• [Extracted records]
○ ○ ○ ○ ○
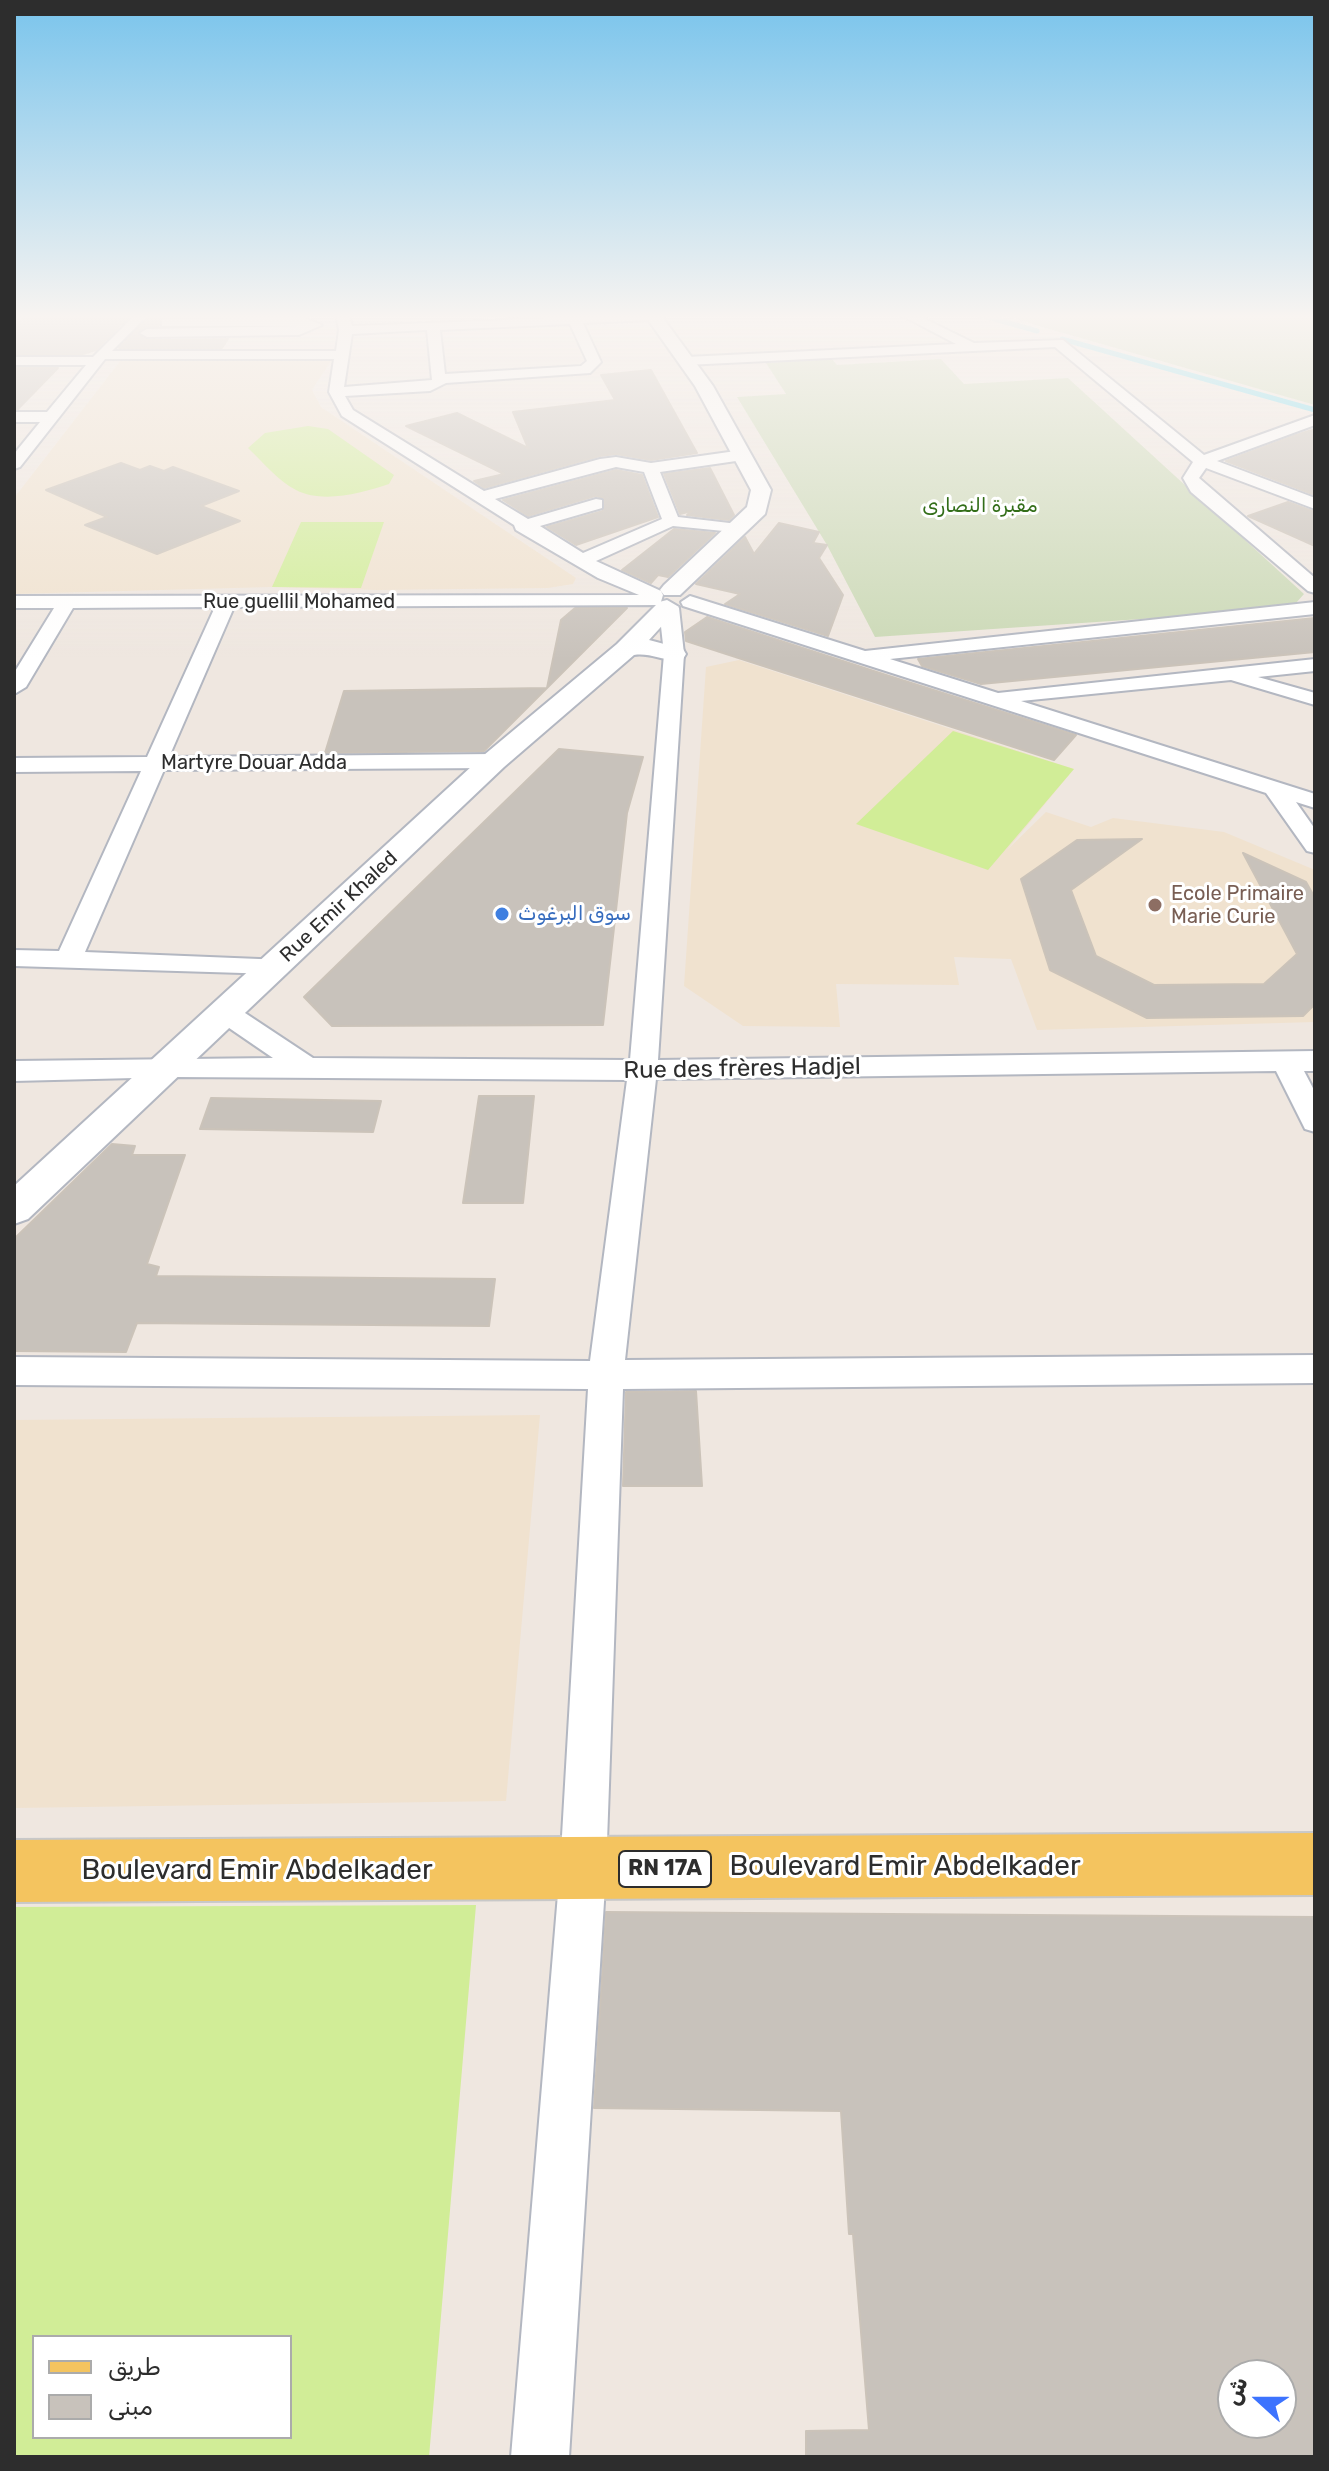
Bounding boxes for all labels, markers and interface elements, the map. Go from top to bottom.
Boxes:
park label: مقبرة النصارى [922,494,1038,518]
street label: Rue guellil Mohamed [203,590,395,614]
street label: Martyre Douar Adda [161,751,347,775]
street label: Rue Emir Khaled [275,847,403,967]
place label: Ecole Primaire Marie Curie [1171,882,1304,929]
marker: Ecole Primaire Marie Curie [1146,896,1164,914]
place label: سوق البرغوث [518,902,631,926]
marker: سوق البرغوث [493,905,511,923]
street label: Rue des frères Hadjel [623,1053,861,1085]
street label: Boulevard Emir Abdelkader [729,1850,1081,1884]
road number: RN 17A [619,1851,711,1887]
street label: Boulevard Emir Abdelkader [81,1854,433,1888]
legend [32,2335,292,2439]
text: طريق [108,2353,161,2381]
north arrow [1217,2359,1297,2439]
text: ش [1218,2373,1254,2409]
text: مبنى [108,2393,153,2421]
○ ○ ○ ○ ○
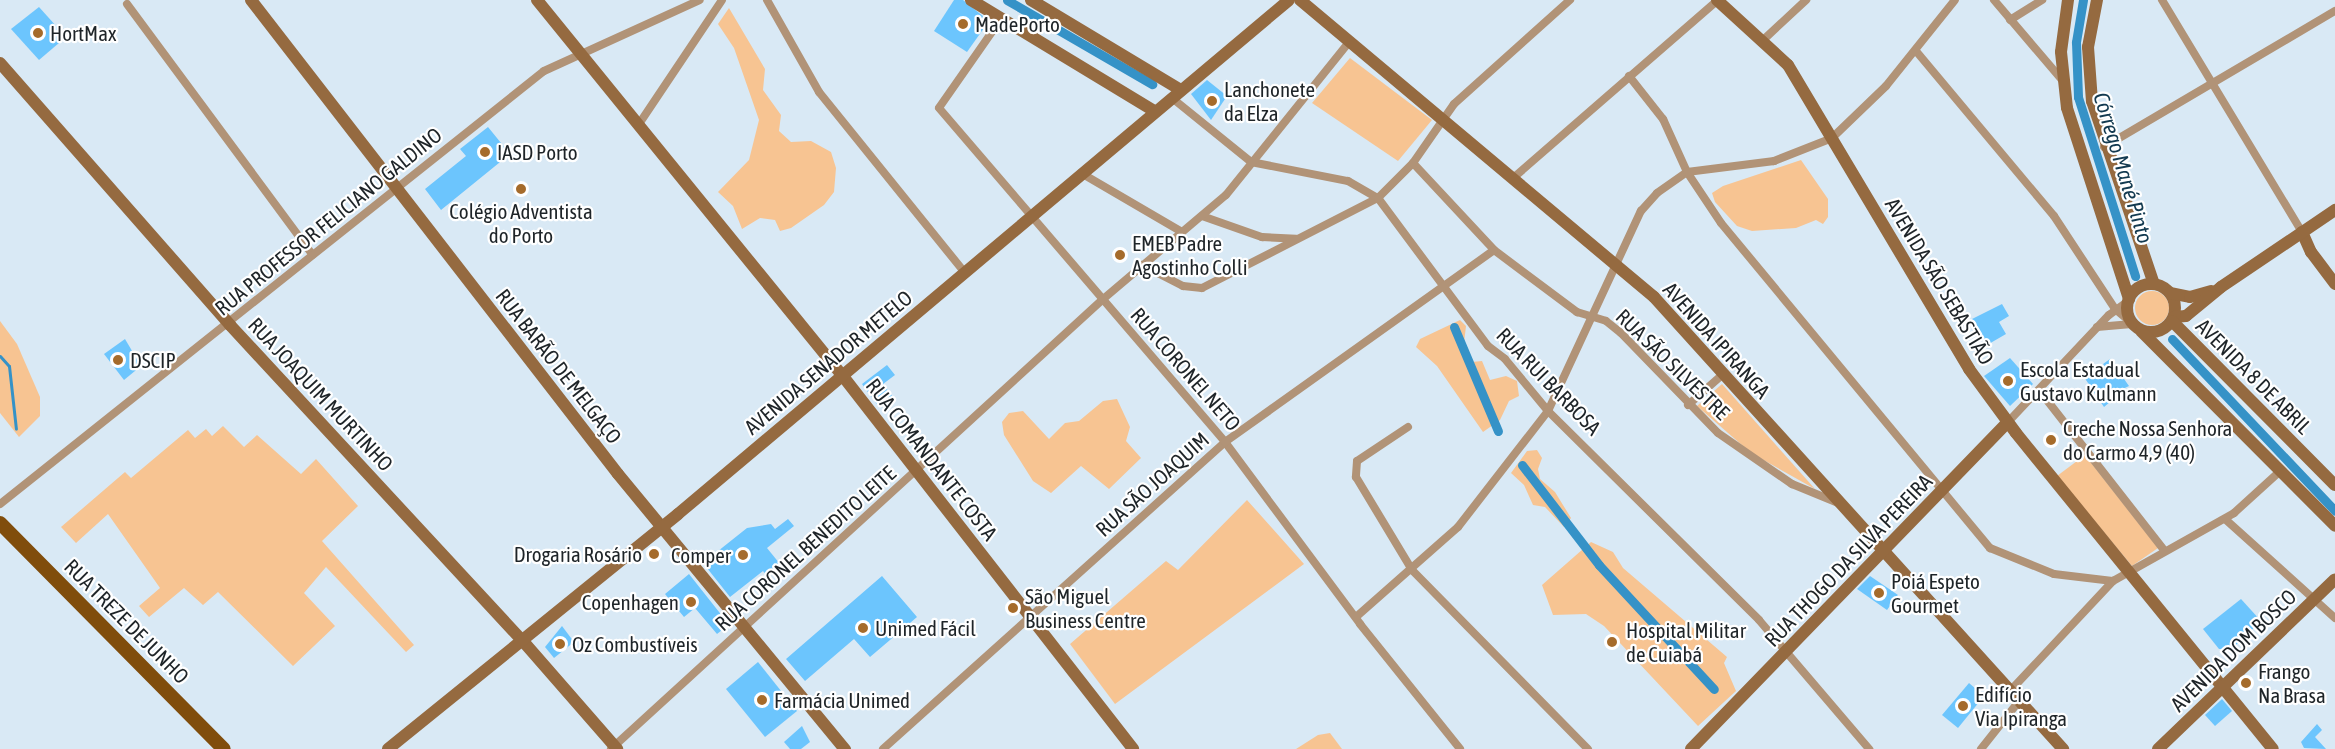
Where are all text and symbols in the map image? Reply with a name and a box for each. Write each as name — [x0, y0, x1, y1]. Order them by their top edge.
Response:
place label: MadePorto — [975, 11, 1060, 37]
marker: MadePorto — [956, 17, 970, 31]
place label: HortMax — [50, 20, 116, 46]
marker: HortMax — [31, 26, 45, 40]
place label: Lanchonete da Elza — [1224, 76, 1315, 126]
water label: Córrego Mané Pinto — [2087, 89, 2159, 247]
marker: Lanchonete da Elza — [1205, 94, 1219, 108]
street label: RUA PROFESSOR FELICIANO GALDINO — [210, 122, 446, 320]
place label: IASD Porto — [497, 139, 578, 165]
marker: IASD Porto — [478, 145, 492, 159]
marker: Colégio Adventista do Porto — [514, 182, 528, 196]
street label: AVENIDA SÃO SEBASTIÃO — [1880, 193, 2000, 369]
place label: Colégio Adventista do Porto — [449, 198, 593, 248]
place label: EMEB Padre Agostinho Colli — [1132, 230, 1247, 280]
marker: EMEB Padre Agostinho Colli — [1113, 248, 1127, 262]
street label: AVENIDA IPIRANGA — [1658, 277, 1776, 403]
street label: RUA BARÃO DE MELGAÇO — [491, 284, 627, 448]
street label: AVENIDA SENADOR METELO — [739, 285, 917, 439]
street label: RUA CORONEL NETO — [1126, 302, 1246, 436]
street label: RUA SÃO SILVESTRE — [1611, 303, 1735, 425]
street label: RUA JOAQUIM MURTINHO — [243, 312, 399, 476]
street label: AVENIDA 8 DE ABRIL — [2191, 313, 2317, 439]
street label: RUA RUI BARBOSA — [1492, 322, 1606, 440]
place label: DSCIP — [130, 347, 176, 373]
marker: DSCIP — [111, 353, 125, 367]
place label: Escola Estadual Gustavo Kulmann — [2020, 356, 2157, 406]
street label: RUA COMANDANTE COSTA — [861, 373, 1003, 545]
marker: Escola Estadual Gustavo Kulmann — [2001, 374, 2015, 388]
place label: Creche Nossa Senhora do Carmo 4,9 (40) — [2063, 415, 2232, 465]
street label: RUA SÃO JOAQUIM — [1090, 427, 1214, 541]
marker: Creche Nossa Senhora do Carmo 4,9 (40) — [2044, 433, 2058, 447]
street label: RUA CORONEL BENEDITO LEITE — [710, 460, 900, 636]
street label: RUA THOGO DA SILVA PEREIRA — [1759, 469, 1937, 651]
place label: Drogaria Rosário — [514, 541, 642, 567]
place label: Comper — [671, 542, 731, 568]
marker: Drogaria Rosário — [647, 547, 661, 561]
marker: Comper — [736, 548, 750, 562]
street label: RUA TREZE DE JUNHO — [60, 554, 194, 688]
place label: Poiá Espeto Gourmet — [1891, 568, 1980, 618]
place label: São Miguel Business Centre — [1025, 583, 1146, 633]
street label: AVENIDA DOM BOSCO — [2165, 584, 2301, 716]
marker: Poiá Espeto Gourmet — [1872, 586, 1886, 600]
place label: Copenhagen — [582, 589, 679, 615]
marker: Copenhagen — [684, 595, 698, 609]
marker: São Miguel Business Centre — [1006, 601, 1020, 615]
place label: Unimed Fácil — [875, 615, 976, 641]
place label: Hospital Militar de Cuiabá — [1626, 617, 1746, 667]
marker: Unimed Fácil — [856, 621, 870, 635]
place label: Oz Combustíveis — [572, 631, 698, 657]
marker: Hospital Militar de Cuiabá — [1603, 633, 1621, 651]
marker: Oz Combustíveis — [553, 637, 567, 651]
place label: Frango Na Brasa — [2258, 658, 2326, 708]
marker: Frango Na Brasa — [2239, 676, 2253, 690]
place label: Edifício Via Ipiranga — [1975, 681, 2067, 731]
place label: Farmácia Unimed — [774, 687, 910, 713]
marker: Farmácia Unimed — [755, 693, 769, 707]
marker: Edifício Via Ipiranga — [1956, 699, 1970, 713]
○ ○ ○ ○ ○
• [Work to be completed] Match on "Copenhagen": copy every line in the records that has it.

• [Problem solution]
place label: Copenhagen — [582, 589, 679, 615]
marker: Copenhagen — [684, 595, 698, 609]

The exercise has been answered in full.